Simon had two clear goals:
- The Nazification and Germanisation of Luxembourg, i.e., the extinction of everything that was not of German origin, like French names and words of French origin or a French way of life
- The destruction and dismemberment of the Luxembourgish state institutions, and the country's incorporation into the Third Reich

His first series of decrees made this policy very clear:
- 6 August 1940: German became the only official language, and the usage of the French language was banned. The ban applied to official and administrative usage as well as everyday life. French expressions of courtesy such as "Bonjour", "Merci", "Monsieur", "Madame", etc. were included: people greeting each other had to say "Heil Hitler".
- Autumn 1940: The political parties and independent labour unions, the Parliament and the Conseil d'Etat were dissolved. All civil society organisations and the press were subjected to Nazi control.
- By the end of 1940 German law was introduced including the Sondergerichte and the Nuremberg Laws.
- 31 January 1941: French-sounding family names, first names, and the names of streets, towns, shops and companies were Germanised, that is, translated into their German counterpart or simply replaced by something more Germanic. Henri became Heinrich, Dupont became Brückner.
- 18 February 1941: Wearing a beret (a traditional cap from the French Basque Country) was forbidden.
- From May 1941 many Luxembourgish youth were ordered to participate in the Reich Labour Service.
- On August 30, 1942, the Gauleiter, Gustav Simon, delivered a speech, he announced the introduction of compulsory military service and the conferral of German citizenship upon the affected conscription years. In Alsace and Lorraine, the exact same step toward conscription had been taken just a few days earlier.

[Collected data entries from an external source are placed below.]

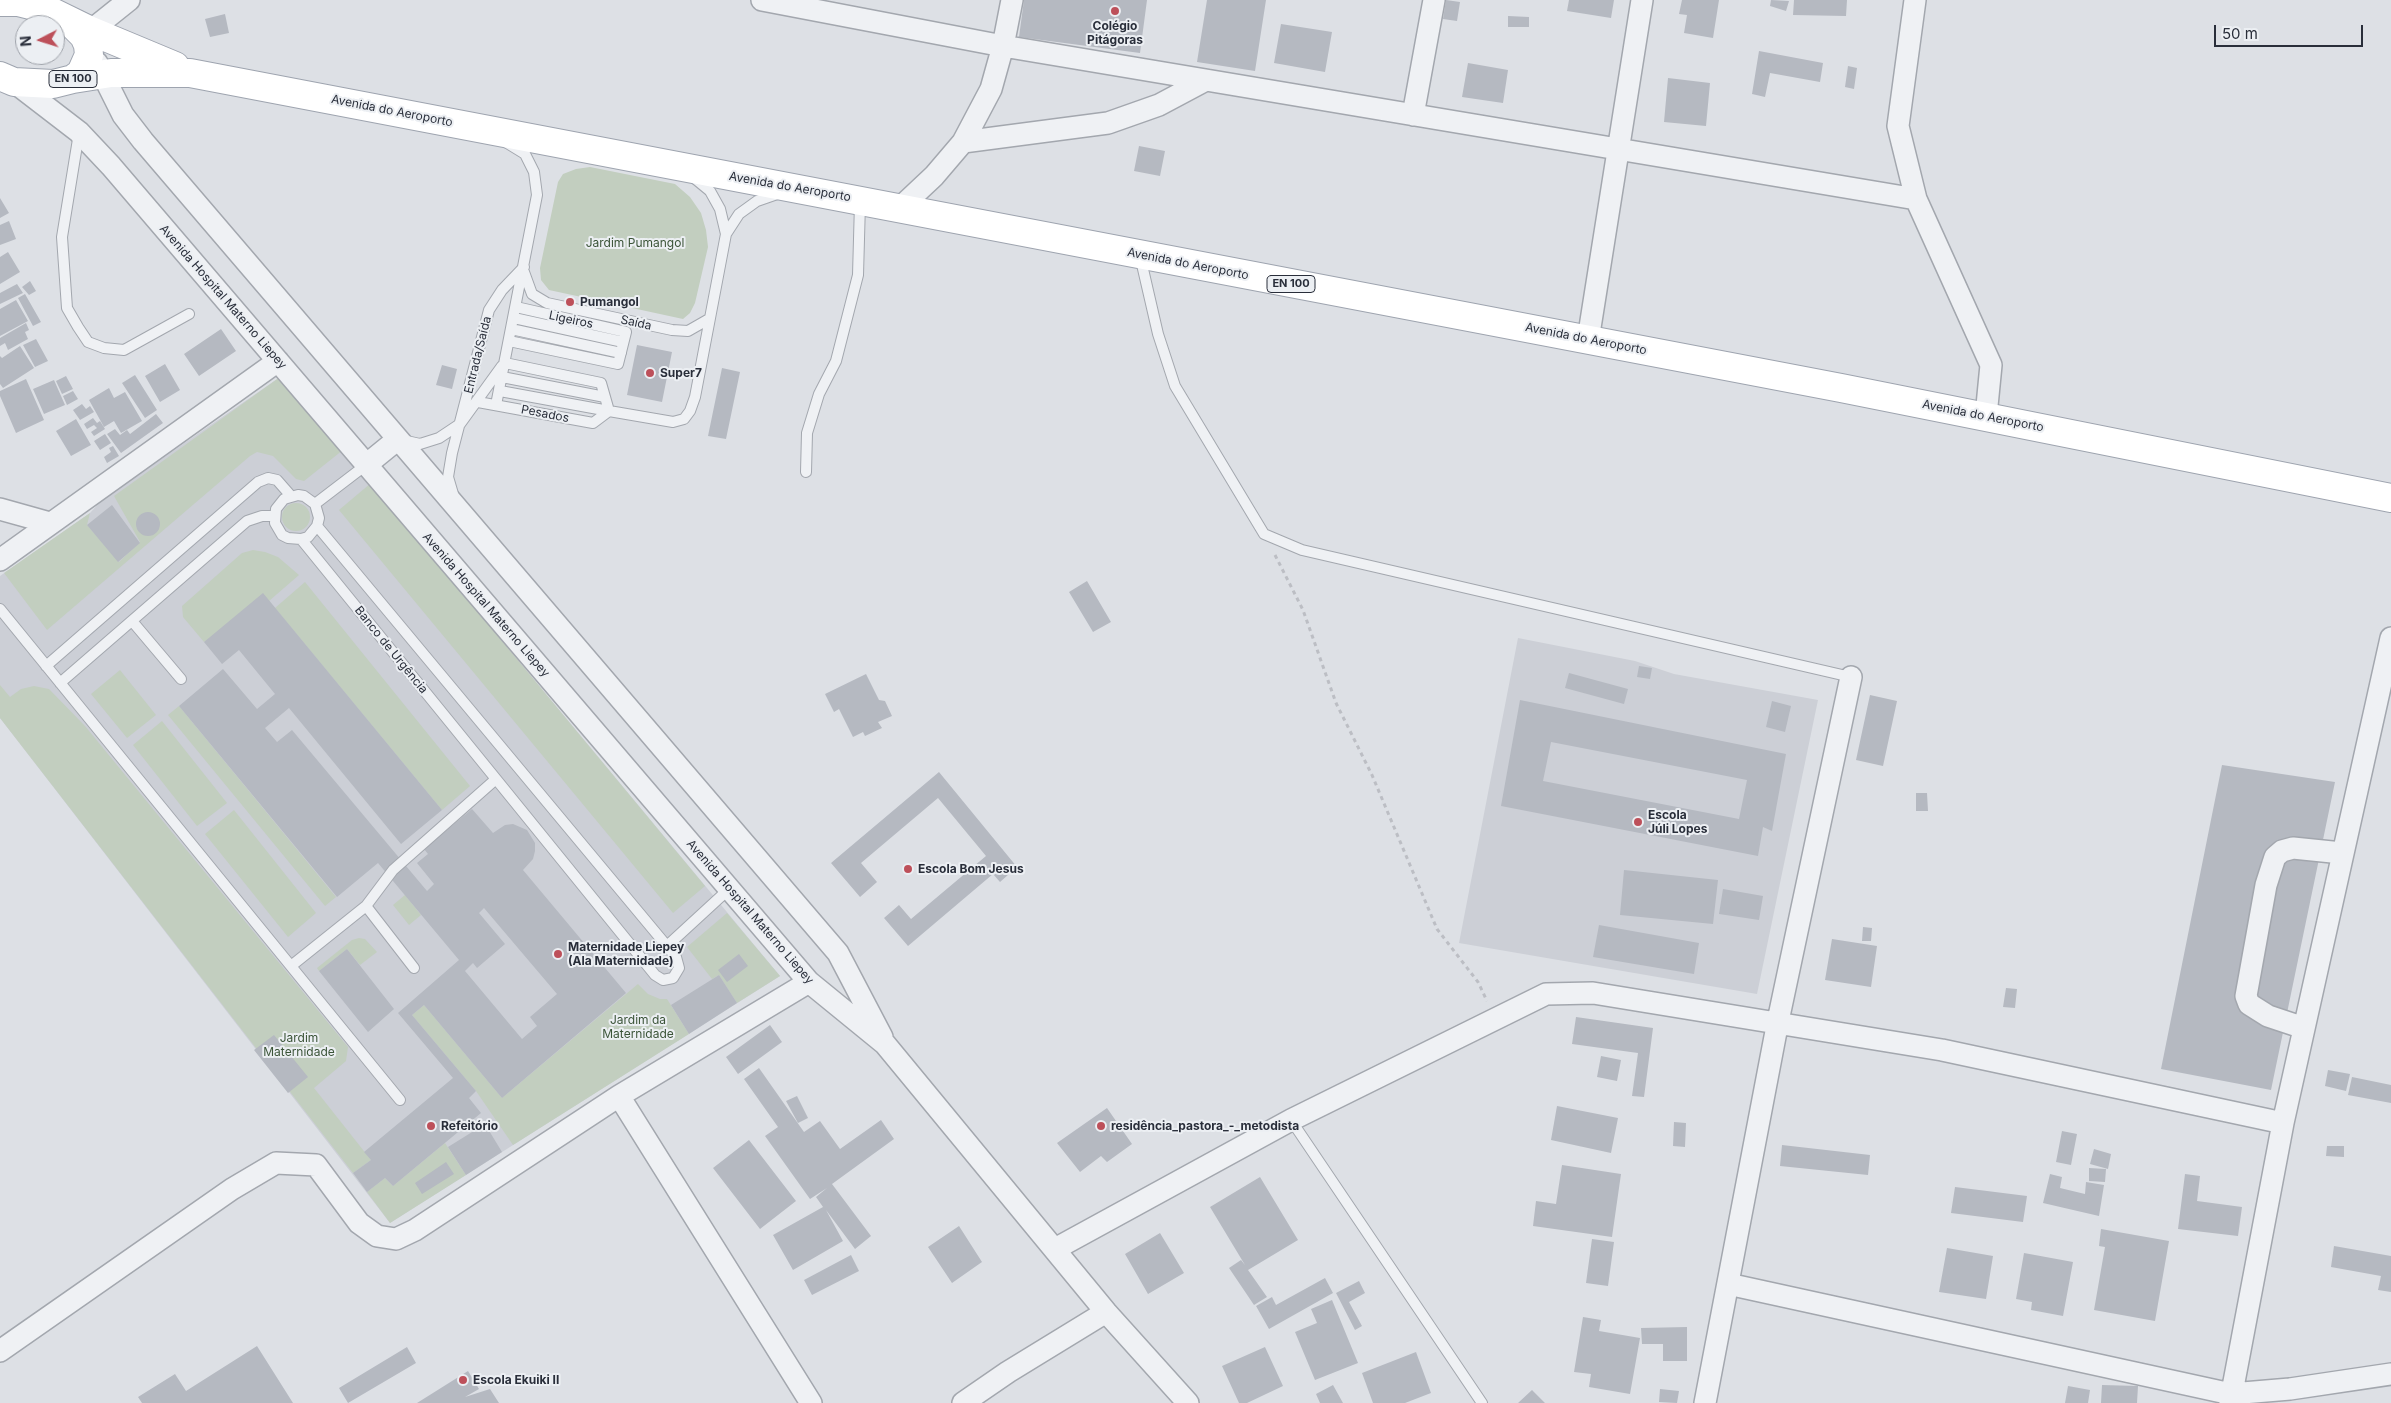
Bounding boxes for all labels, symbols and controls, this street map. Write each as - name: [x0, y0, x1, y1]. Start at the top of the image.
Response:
- marker: Colégio Pitágoras: [1109, 5, 1121, 17]
- north arrow: [15, 15, 65, 65]
- scale bar: [2216, 15, 2365, 47]
- place label: Colégio Pitágoras: [1087, 19, 1143, 47]
- text: 50 m: [2222, 24, 2258, 43]
- text: N: [17, 35, 34, 47]
- road number: EN 100: [49, 70, 97, 88]
- street label: Avenida do Aeroporto: [330, 92, 454, 130]
- street label: Avenida do Aeroporto: [728, 169, 852, 205]
- street label: Avenida Hospital Materno Liepey: [156, 222, 290, 372]
- park label: Jardim Pumangol: [586, 236, 684, 250]
- street label: Avenida do Aeroporto: [1126, 245, 1250, 283]
- road number: EN 100: [1267, 276, 1315, 292]
- place label: Pumangol: [580, 295, 639, 309]
- marker: Pumangol: [564, 296, 576, 308]
- street label: Ligeiros: [548, 308, 594, 332]
- street label: Saída: [619, 313, 653, 333]
- street label: Entrada/Saída: [461, 315, 495, 395]
- street label: Avenida do Aeroporto: [1524, 320, 1648, 358]
- place label: Super7: [660, 366, 702, 380]
- marker: Super7: [644, 367, 656, 379]
- street label: Avenida do Aeroporto: [1921, 397, 2045, 435]
- street label: Pesados: [520, 402, 570, 426]
- street label: Avenida Hospital Materno Liepey: [419, 530, 553, 680]
- street label: Banco de Urgência: [351, 603, 431, 697]
- place label: Escola Júli Lopes: [1648, 808, 1707, 836]
- marker: Escola Júli Lopes: [1632, 816, 1644, 828]
- street label: Avenida Hospital Materno Liepey: [683, 837, 817, 987]
- place label: Escola Bom Jesus: [918, 862, 1024, 876]
- marker: Escola Bom Jesus: [902, 863, 914, 875]
- place label: Maternidade Liepey (Ala Maternidade): [568, 940, 684, 968]
- marker: Maternidade Liepey (Ala Maternidade): [552, 948, 564, 960]
- park label: Jardim da Maternidade: [602, 1013, 674, 1041]
- park label: Jardim Maternidade: [263, 1031, 335, 1059]
- place label: Refeitório: [441, 1119, 498, 1133]
- place label: residência_pastora_-_metodista: [1111, 1119, 1299, 1133]
- marker: Refeitório: [425, 1120, 437, 1132]
- marker: residência_pastora_-_metodista: [1095, 1120, 1107, 1132]
- place label: Escola Ekuiki II: [473, 1373, 559, 1387]
- marker: Escola Ekuiki II: [457, 1374, 469, 1386]

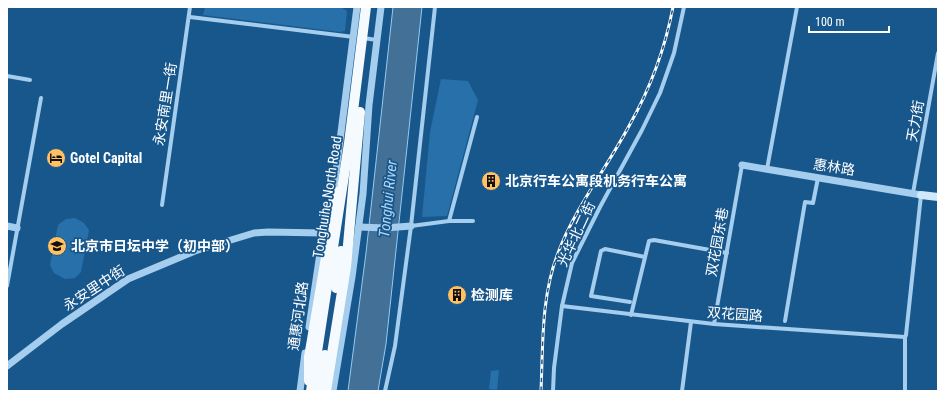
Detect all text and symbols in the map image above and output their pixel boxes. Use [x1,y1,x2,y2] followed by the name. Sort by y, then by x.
[809,8,889,34] scale bar
[815,15,845,29] text: 100 m
[151,61,179,147] street label: 永安南里一街
[903,99,927,143] street label: 天力街
[309,135,345,259] street label: Tonghuihe North Road
[45,147,67,169] hotel icon: Gotel Capital
[70,150,142,166] place label: Gotel Capital
[812,156,856,178] street label: 惠林路
[375,159,401,239] water label: Tonghui River
[480,170,502,192] building icon: 北京行车公寓段机务行车公寓
[505,173,687,189] place label: 北京行车公寓段机务行车公寓
[554,199,598,269] street label: 光华北二街
[703,206,731,278] street label: 双花园东巷
[46,235,68,257] school or university icon: 北京市日坛中学（初中部）
[71,238,239,254] place label: 北京市日坛中学（初中部）
[60,262,128,314] street label: 永安里中街
[285,280,311,352] street label: 通惠河北路
[446,284,468,306] building icon: 检测库
[471,287,513,303] place label: 检测库
[707,304,763,324] street label: 双花园路

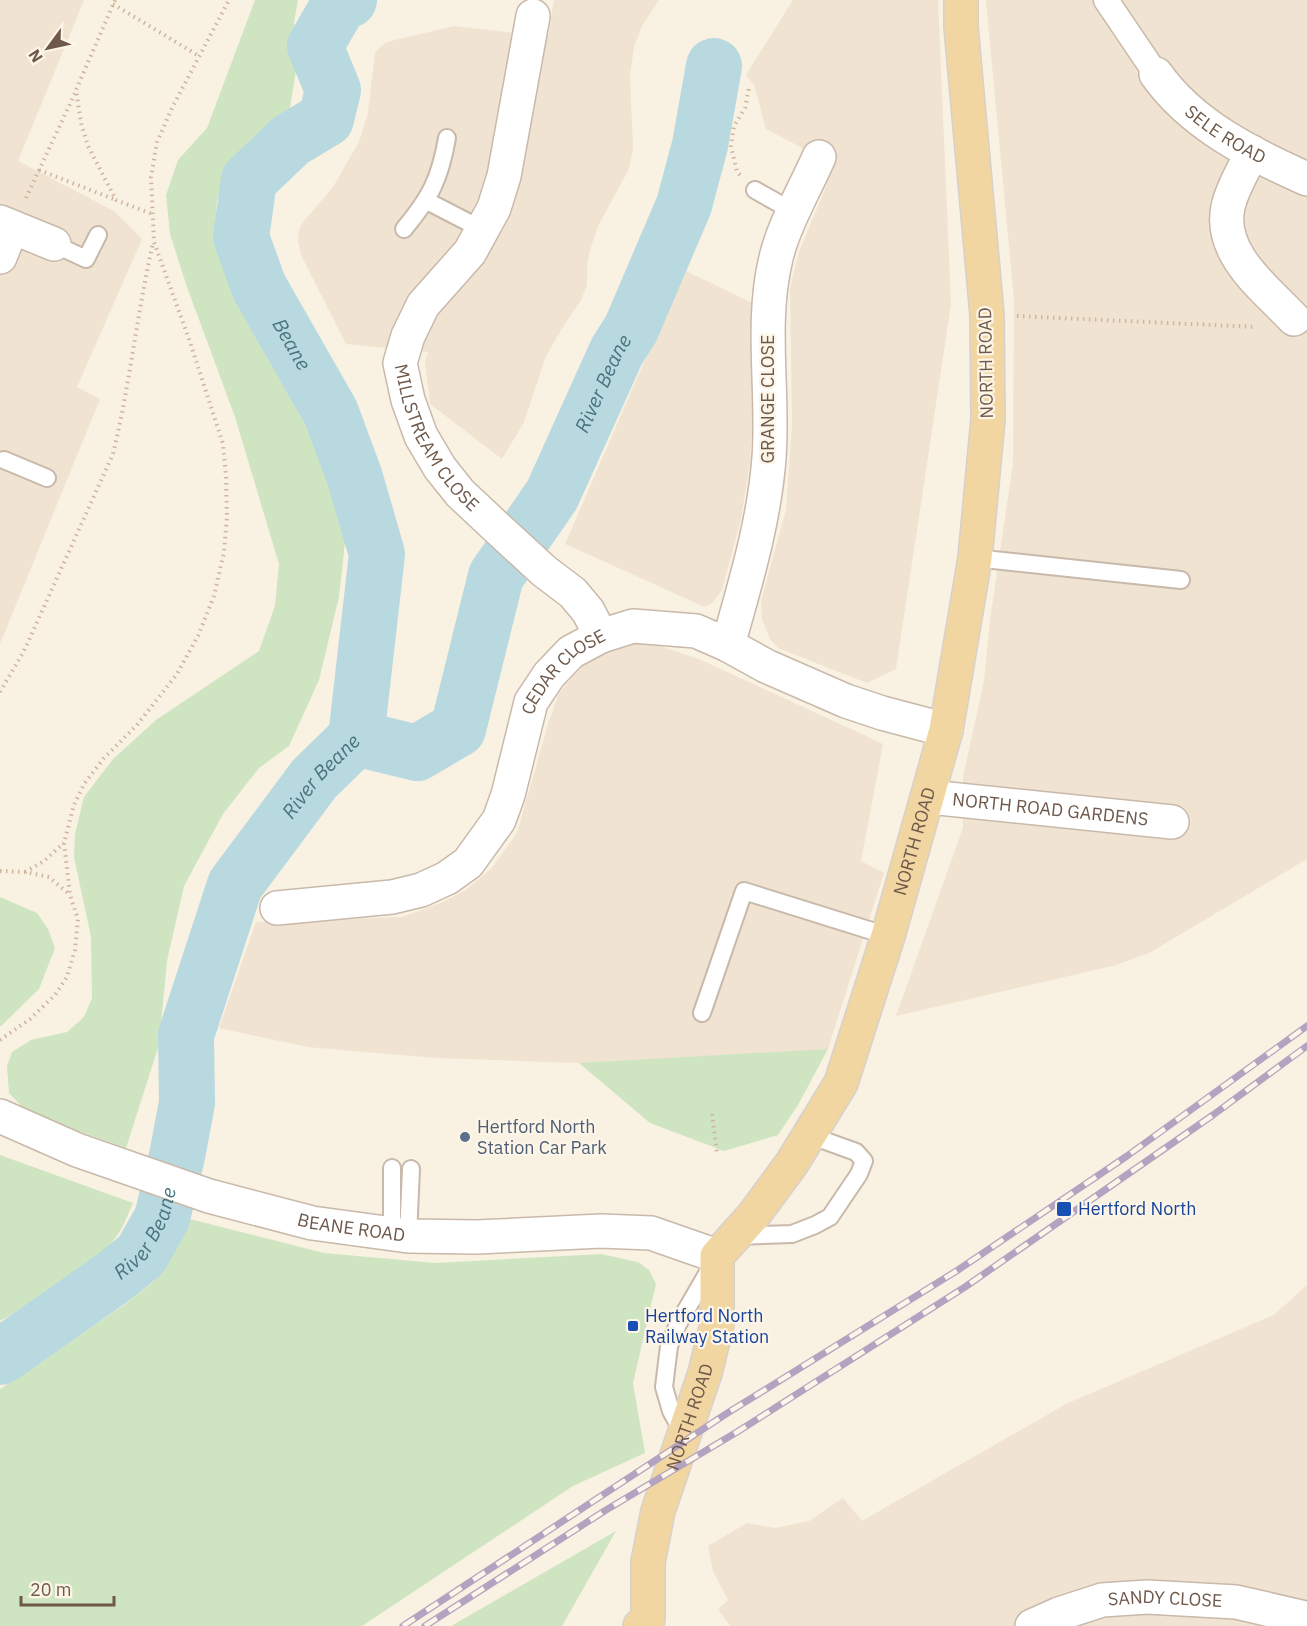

A massive propaganda campaign was launched to influence the population, while not only dissidents and critics but also teachers, officials and leading business figures were threatened with losing their jobs unless they joined Nazi organisations, which led to much increased recruitment from all professions. A central registry documented the personal opinion regarding the Nazi regime of almost every citizen. People who were openly opposed to the regime lost their jobs or were deported, mainly to eastern Germany and in the worst cases sent to the death camps where many of them died.

In October 1941, the German occupiers took a survey of Luxembourgish civilians who were asked to state their nationality, their mother tongue and their racial group, but contrary to German expectations, 95% answered "Luxembourgish" to each question. The refusal to declare themselves as German citizens led to mass arrests.

The occupation authorities attempted to cover Luxembourg with a net of political, social and cultural organisations, such as also existed in Germany, including the Hitler Youth, the League of German Girls, the Winterhilfswerk, the National Socialist Women's League, and the German Labour Front.